Lorelei put on an official voice. “Here lies Yeriel Darksinger, Umbral Witch, betrayer of Faedryn and all his fell servants. May she atone for her sins when Alra rises again.”
“‘When Alra rises again . . .’ Clearly there’s more to the Ruining than we know. Perhaps that’s what they’re trying to keep secret.”
“Or maybe it’s to do with the Hissing Man’s meeting with Aarik and Llorn,” Lorelei said.
Kellen shrugged. “It could be both. The Hissing Man’s plans could very well be related to Alra’s rising.”
“That’s mad,” Rylan said.
“You think so?” Kellen stared hard at Rylan. “Ill winds gather over Ancris, Rylan Holbrooke. Who’s to say what fortune they’ll bring?”

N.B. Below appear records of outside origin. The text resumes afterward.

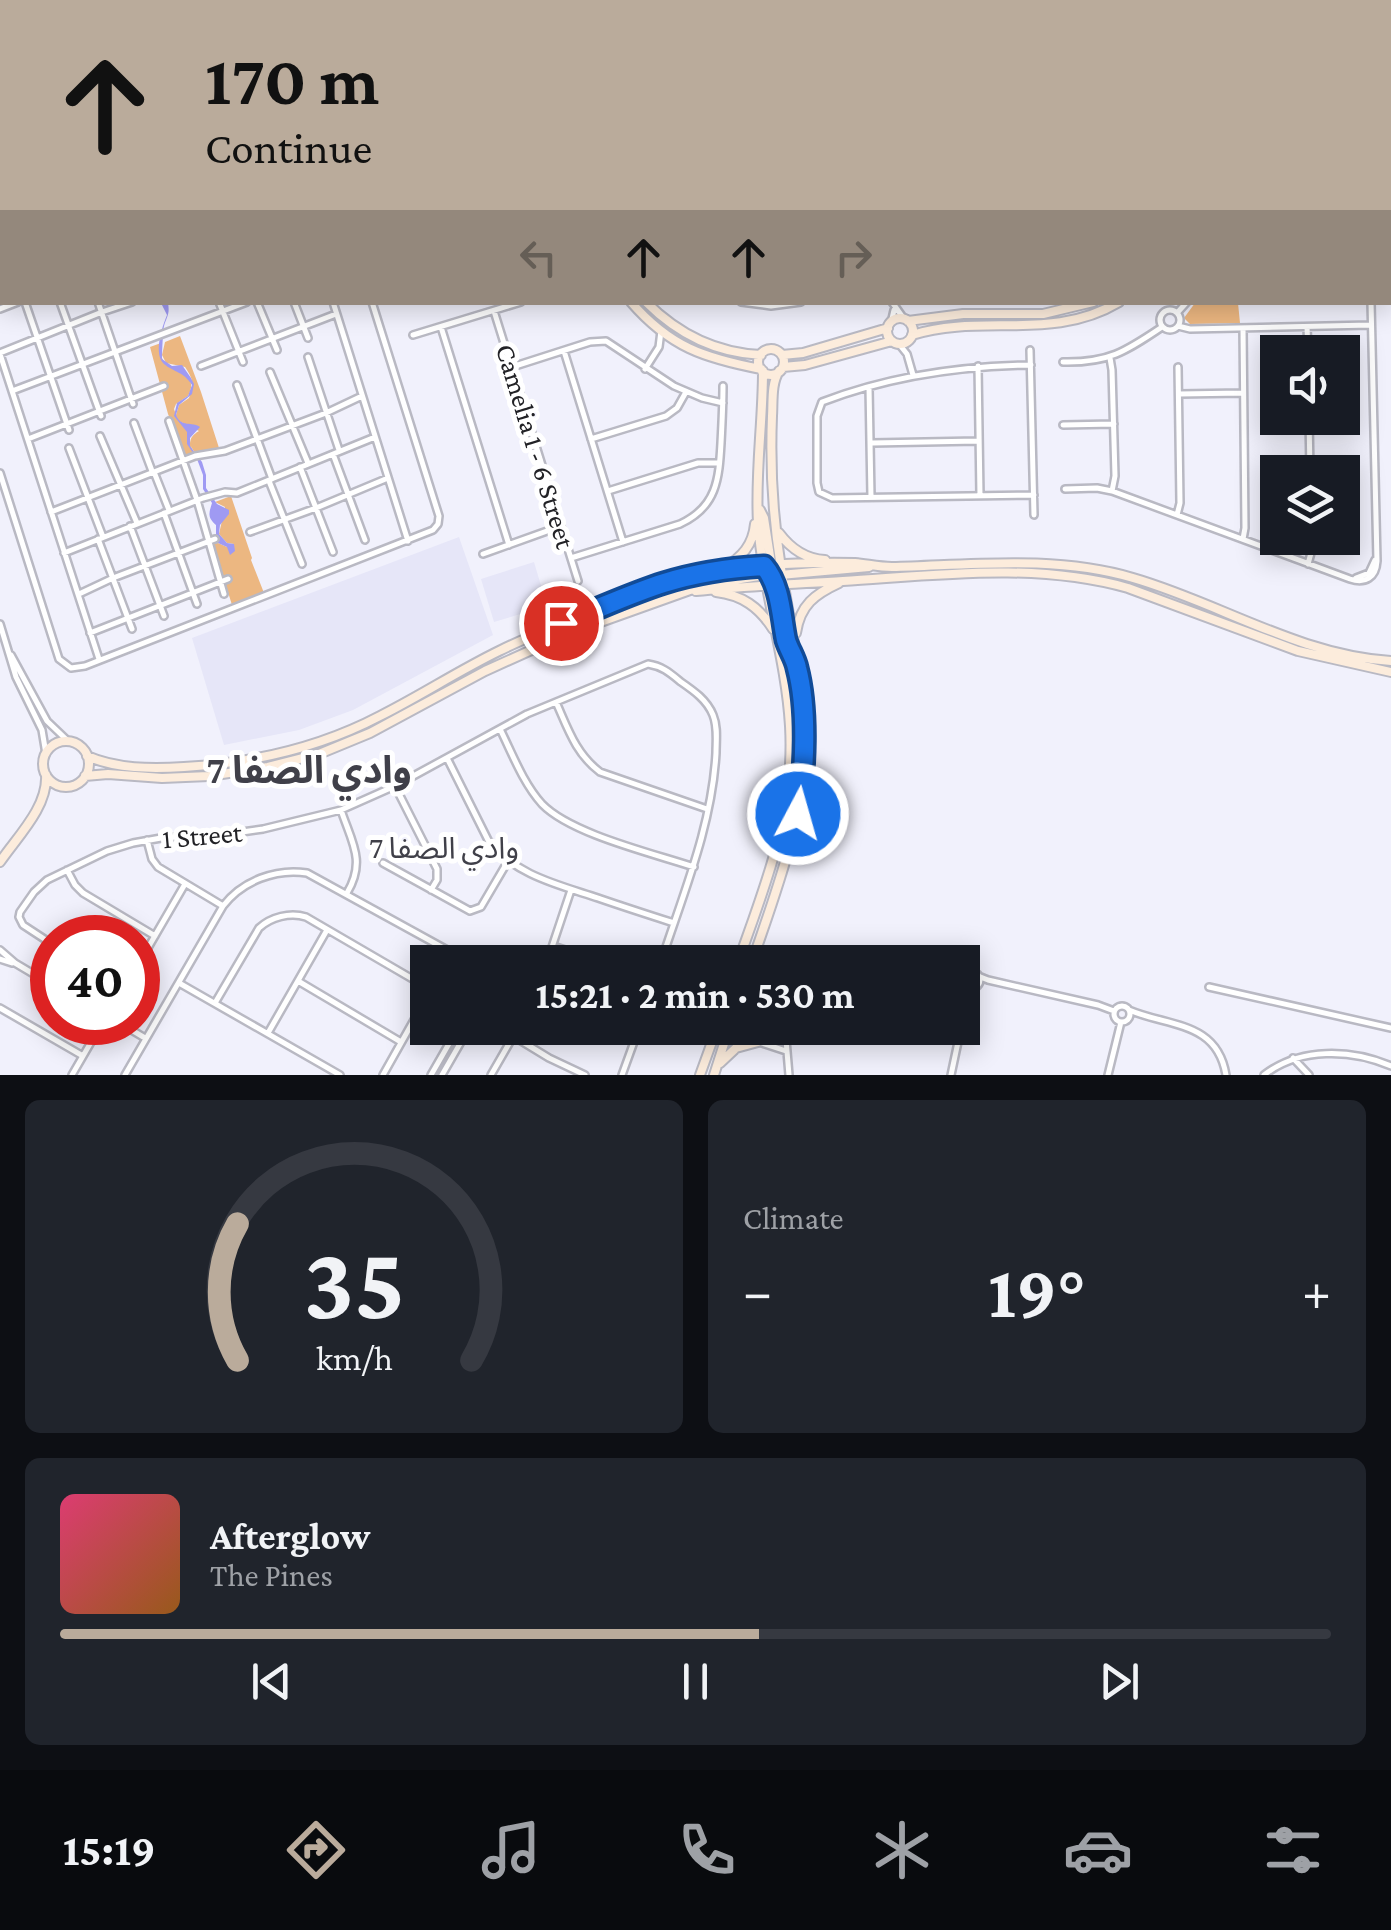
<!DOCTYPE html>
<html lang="en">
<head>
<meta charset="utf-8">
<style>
	:root { --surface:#171b24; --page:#20242c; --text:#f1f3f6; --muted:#9ea1a6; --line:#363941; --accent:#baab9b }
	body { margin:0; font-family:"Crimson Pro","Noto Sans Arabic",serif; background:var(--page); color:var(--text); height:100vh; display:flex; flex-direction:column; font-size:38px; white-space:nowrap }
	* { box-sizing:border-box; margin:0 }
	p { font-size:32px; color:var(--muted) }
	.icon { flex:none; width:55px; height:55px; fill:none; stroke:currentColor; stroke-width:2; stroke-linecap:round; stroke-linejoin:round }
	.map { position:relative; height:1075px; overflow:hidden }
	.drawer { display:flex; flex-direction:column; gap:25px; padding:25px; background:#0d0f14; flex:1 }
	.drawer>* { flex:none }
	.hud { position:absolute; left:0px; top:0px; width:1392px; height:305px; box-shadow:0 5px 25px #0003; background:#baab9b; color:#111; overflow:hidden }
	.tools { position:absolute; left:1260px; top:335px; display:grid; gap:20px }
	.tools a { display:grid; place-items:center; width:100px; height:100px; border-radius:0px; background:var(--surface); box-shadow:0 5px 25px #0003; font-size:50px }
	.speed { position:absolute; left:30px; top:915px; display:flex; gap:20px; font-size:50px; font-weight:700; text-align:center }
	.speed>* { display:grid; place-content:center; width:130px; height:130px; border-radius:50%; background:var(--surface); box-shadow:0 5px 25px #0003; line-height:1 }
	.speed .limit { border:15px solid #d22; background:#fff; color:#111 }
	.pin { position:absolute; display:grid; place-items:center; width:85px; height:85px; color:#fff; margin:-42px; border:5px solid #fff; border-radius:50%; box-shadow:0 2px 10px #0007 }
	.me { position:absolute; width:110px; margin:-55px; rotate:6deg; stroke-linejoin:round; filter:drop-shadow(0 0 8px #0008) }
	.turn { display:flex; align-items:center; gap:35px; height:210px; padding:0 40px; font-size:45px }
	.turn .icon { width:130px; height:130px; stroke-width:2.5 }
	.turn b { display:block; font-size:70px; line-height:85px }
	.lanes { display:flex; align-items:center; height:95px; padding:0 40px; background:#0003; justify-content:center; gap:50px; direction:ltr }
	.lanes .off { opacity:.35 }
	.big { font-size:75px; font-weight:700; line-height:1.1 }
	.drawer .tile { flex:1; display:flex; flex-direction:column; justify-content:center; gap:15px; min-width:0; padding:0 35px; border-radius:15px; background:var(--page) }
	.drawer .dial { align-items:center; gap:0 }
	.dial svg { height:260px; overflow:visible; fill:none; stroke:var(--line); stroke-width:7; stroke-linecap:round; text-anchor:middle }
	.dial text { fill:var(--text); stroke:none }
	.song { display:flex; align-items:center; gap:30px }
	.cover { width:120px; height:120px; border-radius:15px; background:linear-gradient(135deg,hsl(340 70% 55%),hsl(30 70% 35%)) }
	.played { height:10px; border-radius:5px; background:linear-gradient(90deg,var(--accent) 55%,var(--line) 55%) }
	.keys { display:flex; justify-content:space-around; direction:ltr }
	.heat { display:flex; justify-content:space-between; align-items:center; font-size:55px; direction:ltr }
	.drawer .tiles { flex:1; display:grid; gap:25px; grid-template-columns:1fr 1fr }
	.tile:last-child { grid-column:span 2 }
	.trip { position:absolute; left:410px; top:945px; width:570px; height:100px; border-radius:0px; background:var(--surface); box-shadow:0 5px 25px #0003; font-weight:700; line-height:100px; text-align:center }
	.tab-bar { display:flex; height:160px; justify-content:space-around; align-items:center; background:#090b0e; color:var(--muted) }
	.tab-bar .icon { width:70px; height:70px }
	.tab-bar .on { color:var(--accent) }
	.tab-bar b { font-size:45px; color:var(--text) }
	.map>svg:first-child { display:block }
	.built { fill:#e6e6f8 }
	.green { fill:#ecb781 }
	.water { fill:#9f9af3 }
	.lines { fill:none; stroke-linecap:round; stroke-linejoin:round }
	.street-casing { stroke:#b9b9c3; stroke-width:10 }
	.secondary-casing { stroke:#b9b9c3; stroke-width:12 }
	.street { stroke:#fff; stroke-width:5 }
	.secondary { stroke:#fcecdc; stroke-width:8 }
	.route-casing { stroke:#114b97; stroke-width:25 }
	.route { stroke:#1a73e8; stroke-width:18 }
	.labels { text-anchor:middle; stroke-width:10; stroke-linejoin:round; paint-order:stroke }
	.street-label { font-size:28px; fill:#222226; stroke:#fff }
	.neighbourhood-label { font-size:30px; fill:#404049; stroke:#fff }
	.district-label { font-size:38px; font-weight:bold; fill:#404049; stroke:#fff }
</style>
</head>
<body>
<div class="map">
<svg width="1391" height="1075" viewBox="0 0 1391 1075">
	<rect width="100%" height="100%" fill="#f1f1fc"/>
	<path class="built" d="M 459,537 L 493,635 L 353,710 L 299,730 L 224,745 L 192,638 Z
		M 534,562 L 547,606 L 494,622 L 481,579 Z"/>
	<path class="green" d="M 1195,303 L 1238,303 L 1240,323 L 1190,324 L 1184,318 Z
		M 180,336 L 201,392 L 220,451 L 200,458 C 190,448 185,439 199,431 L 179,421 L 176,415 L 179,405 L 189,398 C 194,383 194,381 185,367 L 166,363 L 162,355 L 165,342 Z
		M 161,343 C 154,379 204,365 188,396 L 176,404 L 174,409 C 177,419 181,422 186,429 C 192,440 189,449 197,459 L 187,462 L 168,414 L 150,347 Z
		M 231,496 L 252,558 L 251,560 L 264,593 L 232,605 L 213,544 L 218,543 L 227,547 L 234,544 L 227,543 L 219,534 L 225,507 L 215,502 Z"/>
	<path class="water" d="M 161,303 L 168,303 C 170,314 167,316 164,326 C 163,330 162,354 162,359 L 172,366 L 182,365 L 191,378 L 194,384 L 192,394 L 179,405 L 176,415 C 181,428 192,421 200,427 L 190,438 L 190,446 L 202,462 L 206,475 L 206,488 L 217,504 L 229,510 L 229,514 L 220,525 L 219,534 L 227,543 L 234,544 L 235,551 L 230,555 L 227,547 L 218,543 L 213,544 L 210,538 L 216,534 L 216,525 C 207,517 209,513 212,503 L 203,489 L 203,475 L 197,459 L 187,444 L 187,432 L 174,416 L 177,403 L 188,396 L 192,385 C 183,371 175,373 164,364 C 153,354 162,327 167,315 Z"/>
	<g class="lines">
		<defs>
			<path id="street" d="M 118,0 L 119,2
				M 155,0 L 156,2
				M 192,0 L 193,2
				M 234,0 L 235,2
				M 274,0 L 275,2
				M 477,0 L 478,2
				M 584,0 L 585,2
				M 715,0 L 719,2
				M 1024,0 L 1030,2
				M 1125,0 L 1125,2
				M 1232,0 L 1233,2
				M 1297,0 L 1298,2
				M 1362,0 L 1362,2
				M 336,2 L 345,0
				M 635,2 L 639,0
				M 801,2 L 802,0
				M 25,302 L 69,430
				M 60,302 L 101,416
				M 98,302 L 133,404
				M 219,302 L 243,362
				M 257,302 L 277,350
				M 294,302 L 308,338
				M 333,302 L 408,541
				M 741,302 L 771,306 L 801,302
				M 892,302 L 904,319
				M 0,309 L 18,302
				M1160 320a10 10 0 1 1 20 0a10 10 0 1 1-20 0Z
				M 494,311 L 578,581
				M 1177,313 L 1187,302
				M 891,323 L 894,310
				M 1178,326 L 1190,329 L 1370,325
				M 441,327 L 509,545
				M 1307,327 L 1308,352
				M 1243,328 L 1245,528 L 1243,539
				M 413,335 L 521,302
				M 899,344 L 907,354 L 913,375
				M 1030,350 L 1034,515
				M 564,351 L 623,542
				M 0,353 L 102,312 L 132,302
				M 0,354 L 99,659
				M 308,357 L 339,450
				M 1110,358 L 1112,370 L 1115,476 L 1112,491
				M 1063,362 C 1108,363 1125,352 1162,327
				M 1031,365 C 959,366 890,376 822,402 L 817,416 L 817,483 L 819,492 L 832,498 L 1034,495
				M 201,366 L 336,314
				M 978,366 L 980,496
				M 512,367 L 590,342 L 606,341 L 674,386 L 702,398 L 723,403
				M 645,369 L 659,347 L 661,331
				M 270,372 L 308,463
				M 237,385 L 272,479
				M 869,387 L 871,497
				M 12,391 L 247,302
				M 1179,394 L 1243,393
				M 1309,418 L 1310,472
				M 169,421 L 197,500 L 224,594
				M 134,423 L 152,471
				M 1063,425 L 1114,424
				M 100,436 L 137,523
				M 28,439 L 164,386
				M 591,439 L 666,416 L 677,408 L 686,392
				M 872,443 L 978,441
				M 69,448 L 103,537
				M 333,454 L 365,540
				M 300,467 L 333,552
				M 154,472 L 169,510
				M 0,473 L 59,659 L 71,668 L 85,666 L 433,530 L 438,524 L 439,516 L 372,302
				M 269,481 L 302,564
				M 1065,489 L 1097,488 L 1112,491 L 1350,579 C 1365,584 1376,578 1377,561 L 1371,302
				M 608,491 L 698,463 L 719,463
				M 51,512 L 195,456 L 225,451 L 326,413 L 362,396
				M 164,513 L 197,604
				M 1177,515 L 1180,503 L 1178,367
				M 130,526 L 164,616
				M 250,532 L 316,508 L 388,478
				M 98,539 L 132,629
				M 64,553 L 203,498 L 225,492 L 237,493 L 375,437
				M 483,554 L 561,526
				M 571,558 L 680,524 C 717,507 719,479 721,443 C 722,424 723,405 723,386
				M 1308,564 L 1311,553 L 1311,538
				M 1356,578 L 1369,573 L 1375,560
				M 79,594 L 113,578 L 215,539
				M 0,624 L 16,677 L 42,730 L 46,754
				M 90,633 L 228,579
				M 11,655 L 47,721 L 69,742
				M 556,702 C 568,729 576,754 600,772 L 707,809
				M 500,729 C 512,753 523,783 542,804 C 571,834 652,853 694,867
				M 447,758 L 488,840 C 514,875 559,885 598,898 C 624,907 649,915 674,923
				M 395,786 L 437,869 L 437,880 L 431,890
				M 341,810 C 352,843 366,861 347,893
				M 147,840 L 152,859 L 158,867 L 223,906
				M 383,863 L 470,911 L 481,907 L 508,861
				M 67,870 L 75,885 L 83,893 L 155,936
				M 52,944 L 23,925 L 19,917 L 20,912 L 34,892 L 47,880 L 107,851 L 133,843 L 161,838 L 235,833 L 263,829 L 341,810 L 395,786 L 527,714 L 648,664 C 662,666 670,673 681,682 C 694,691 707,700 713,715 C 718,727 716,740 716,753 C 712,826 683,894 661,962
				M 553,946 L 602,962
				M 0,950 L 15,963 L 52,985
				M 447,953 L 461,962
				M 0,959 L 12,963
				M 547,962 L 571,890
				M 822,962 C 853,946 880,955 912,962
				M 138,965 L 185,884
				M964 980a8 8 0 1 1 16 0a8 8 0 1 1-16 0Z
				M 978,976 L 988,980 L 1098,1005 L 1114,1011
				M 298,981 L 401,1042
				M 179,983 L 340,1075
				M 1209,987 L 1391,1028
				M 215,1003 L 259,928 C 271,917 290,912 306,917 L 428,988
				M1114 1014a8 8 0 1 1 16 0a8 8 0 1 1-16 0Z
				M 0,1008 L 83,1056
				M 1129,1010 C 1169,1027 1217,1021 1226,1075
				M 962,1020 L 969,988
				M 118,1022 L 145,1038
				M 717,1028 L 786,1051
				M 739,1028 L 785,1042
				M 785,1028 L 789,1075
				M 268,1033 L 327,930
				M 513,1036 L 549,1058 L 585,1075
				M 1293,1058 L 1309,1075
				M 72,1075 L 94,1037
				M 125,1075 L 223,906 C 242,881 276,868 307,873 L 469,962
				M 383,1075 L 428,995
				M 431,1075 L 458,1028
				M 442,1075 L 469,1028
				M 491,1075 L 518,1028
				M 622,1075 L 639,1028
				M 951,1075 L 961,1028
				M 1108,1075 L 1121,1022
				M 1264,1075 C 1300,1047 1351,1049 1391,1066"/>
			<path id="secondary" d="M 517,0 L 518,2
				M 529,0 L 530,2
				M 1177,0 L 1178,2
				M 1189,0 L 1189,2
				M 631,302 C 670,347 704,358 761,369
				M 646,302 C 678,334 716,353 761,355
				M887 331a13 13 0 1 1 26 0a13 13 0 1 1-26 0Z
				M 908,321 L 963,314 L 1043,314 L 1093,302
				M 912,335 C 982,313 1052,342 1119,302
				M758 362a13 13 0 1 1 26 0a13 13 0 1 1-26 0Z
				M 782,355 L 803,353 L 888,328
				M 783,367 L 805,365 L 892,341
				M 760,510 L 764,518 L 772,569
				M 779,533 C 791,549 805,559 825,560
				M 724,568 C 742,557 753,545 755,524
				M 774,583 L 788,646 L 795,661
				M 768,584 L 772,578 L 780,575 L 869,567
				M 696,591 C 745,586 794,584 843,581 C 938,575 1035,562 1128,588 L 1298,651 L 1391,672
				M 716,592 C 742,595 759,607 773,629
				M 796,633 C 800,605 815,594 839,583
				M43 764a23 23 0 1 1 46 0a23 23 0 1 1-46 0Z
				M 87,756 C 116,769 152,769 184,767 C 252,763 319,748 380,716 C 420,696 458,671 499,651 C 529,636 559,625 590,612 C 620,600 650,586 682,578 C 736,564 798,562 855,563 C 867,564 879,567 892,567 C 972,565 1055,555 1133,578 C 1220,603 1298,655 1391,661
				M 85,776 L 108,774 L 162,778 L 209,776 L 268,767 L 319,754 L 370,733 L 485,671 L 567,634 L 704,585 L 766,575 L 779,567
				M 0,862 C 17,837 48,807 46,775
				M 738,962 C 766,883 795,813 790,726 C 786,658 763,591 758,523 C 755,473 763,422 763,371
				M 752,962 C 777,888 804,821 804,741 C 804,683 790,625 781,568 C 773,518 770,466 772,416 C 773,401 771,384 779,371
				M 755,1028 L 761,1035
				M 720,1063 L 736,1048 L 758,1042
				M 700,1075 L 717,1028
				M 714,1075 L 729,1028"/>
		</defs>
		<use href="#street" class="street-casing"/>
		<use href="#secondary" class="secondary-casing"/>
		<use href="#street" class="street"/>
		<use href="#secondary" class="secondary"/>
	</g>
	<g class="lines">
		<defs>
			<path id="route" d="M 561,623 C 596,610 629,594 664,583 C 696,573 730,568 764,566 C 781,586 781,616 786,640 C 789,650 795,658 797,668 C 808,710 805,771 798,814"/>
		</defs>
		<use href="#route" class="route-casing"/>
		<use href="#route" class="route"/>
	</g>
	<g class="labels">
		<g class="street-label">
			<text transform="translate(536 446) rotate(73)" y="10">Camelia 1 - 6 Street</text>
			<text transform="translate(202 835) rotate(-5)" y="10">1 Street</text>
		</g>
		<g class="neighbourhood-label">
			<text x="444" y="858">وادي الصفا 7</text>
		</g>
		<g class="district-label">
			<text x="309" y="783">وادي الصفا 7</text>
		</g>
	</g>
</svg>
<div class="tools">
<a><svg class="icon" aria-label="sound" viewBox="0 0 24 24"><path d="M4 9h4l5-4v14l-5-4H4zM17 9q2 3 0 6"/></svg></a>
<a><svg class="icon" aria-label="layers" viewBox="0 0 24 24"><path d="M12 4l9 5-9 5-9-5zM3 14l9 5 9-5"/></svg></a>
</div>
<div class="speed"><div class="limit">40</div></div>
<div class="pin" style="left:561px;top:623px;background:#d93025"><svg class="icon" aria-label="arrive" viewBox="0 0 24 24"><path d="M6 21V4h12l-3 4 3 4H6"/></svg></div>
<svg class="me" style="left:798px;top:814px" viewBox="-20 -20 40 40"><circle r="17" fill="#1a73e8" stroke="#fff" stroke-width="3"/><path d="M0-11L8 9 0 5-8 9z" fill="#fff"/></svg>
<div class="trip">15:21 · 2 min · 530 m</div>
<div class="hud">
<div class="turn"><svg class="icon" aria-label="ahead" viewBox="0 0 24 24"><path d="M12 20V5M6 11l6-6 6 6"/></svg><div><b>170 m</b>Continue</div></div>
<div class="lanes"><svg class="icon off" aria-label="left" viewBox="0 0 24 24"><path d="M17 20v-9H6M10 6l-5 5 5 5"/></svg><svg class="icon" aria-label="ahead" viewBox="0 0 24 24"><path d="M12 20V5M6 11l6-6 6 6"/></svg><svg class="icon" aria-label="ahead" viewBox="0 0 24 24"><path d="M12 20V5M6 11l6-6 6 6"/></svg><svg class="icon off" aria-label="right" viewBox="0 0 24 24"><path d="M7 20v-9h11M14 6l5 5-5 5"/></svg></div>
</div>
</div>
<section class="drawer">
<div class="tiles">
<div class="tile dial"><svg viewBox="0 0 100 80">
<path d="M14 69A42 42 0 1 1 86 69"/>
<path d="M14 69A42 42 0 0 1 14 27" stroke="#baab9b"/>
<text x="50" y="56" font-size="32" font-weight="700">35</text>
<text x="50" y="72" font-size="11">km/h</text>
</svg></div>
<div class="tile"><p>Climate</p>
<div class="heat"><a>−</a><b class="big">19°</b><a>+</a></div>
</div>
<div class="tile">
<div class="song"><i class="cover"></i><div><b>Afterglow</b><p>The Pines</p></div></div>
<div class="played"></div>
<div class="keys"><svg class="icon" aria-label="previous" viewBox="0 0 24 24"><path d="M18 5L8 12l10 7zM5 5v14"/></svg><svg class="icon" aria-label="pause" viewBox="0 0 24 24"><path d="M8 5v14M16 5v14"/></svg><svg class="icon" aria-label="next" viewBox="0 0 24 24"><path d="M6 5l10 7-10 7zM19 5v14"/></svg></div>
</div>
</div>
</section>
<nav class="tab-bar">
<b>15:19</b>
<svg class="icon on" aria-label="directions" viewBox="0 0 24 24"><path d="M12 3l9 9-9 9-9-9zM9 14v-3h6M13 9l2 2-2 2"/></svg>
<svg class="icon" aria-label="music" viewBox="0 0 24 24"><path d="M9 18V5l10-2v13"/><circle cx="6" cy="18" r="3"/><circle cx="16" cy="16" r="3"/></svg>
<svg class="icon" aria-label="phone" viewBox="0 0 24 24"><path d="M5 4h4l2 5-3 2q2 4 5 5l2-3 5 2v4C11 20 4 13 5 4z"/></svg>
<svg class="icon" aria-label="climate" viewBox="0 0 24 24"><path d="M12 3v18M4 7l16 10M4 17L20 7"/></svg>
<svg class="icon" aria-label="car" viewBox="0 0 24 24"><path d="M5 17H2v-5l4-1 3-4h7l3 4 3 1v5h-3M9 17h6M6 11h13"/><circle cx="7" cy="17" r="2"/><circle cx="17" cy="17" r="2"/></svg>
<svg class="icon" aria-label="filters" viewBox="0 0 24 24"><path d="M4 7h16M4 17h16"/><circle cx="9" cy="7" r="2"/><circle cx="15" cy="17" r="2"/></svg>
</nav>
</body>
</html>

They heard footsteps pounding down the hallway. A moment later, Creed’s voice bellowed, “Lorelei?”
Lorelei rushed to the door. “We’re here!”
Creed appeared in the doorway, breathing hard. He glanced at Rylan, then beckoned Lorelei. “We’ve got to get out of here, now.”
“Why? What’s going on?”
“The praetorian guard are on their way here. They’re coming for you.”